▸ TO DO
Each line of the listing that contains the word "text" is to be copied.

- - -

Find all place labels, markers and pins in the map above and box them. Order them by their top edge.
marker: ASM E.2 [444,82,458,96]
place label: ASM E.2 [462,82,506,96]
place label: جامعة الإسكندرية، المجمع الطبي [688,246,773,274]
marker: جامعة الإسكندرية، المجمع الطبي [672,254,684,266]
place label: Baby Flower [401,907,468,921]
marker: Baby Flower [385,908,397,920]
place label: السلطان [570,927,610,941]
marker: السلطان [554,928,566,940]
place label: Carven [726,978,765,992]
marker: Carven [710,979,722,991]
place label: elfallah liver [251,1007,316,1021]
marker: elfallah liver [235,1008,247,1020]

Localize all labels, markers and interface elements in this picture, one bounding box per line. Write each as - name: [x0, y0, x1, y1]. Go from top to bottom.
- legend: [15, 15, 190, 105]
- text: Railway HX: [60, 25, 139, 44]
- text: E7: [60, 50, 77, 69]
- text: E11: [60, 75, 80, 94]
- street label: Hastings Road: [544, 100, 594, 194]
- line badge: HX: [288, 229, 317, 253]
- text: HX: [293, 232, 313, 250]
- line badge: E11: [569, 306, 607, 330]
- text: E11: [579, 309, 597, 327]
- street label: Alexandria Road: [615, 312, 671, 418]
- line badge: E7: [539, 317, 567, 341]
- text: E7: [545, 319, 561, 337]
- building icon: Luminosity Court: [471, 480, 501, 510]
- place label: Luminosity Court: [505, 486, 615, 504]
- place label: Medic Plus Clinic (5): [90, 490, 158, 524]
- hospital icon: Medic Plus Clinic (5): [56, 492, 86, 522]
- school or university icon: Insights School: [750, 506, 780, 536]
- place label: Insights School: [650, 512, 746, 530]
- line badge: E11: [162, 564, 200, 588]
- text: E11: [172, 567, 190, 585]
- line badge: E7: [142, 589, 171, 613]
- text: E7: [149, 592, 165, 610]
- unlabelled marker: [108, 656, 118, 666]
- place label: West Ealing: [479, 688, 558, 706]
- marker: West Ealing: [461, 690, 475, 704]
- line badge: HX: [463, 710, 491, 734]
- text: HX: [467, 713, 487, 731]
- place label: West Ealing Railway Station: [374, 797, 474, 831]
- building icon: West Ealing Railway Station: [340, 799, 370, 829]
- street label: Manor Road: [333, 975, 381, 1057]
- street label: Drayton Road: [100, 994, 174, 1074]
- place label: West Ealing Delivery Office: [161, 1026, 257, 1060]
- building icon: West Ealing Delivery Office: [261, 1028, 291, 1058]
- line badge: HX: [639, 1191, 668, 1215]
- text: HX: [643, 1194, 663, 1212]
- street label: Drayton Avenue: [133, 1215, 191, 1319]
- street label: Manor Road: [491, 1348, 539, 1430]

- - -

▸ RESPONSE TO THIS TASK
- text: Railway HX: [60, 25, 139, 44]
- text: E7: [60, 50, 77, 69]
- text: E11: [60, 75, 80, 94]
- text: HX: [293, 232, 313, 250]
- text: E11: [579, 309, 597, 327]
- text: E7: [545, 319, 561, 337]
- text: E11: [172, 567, 190, 585]
- text: E7: [149, 592, 165, 610]
- text: HX: [467, 713, 487, 731]
- text: HX: [643, 1194, 663, 1212]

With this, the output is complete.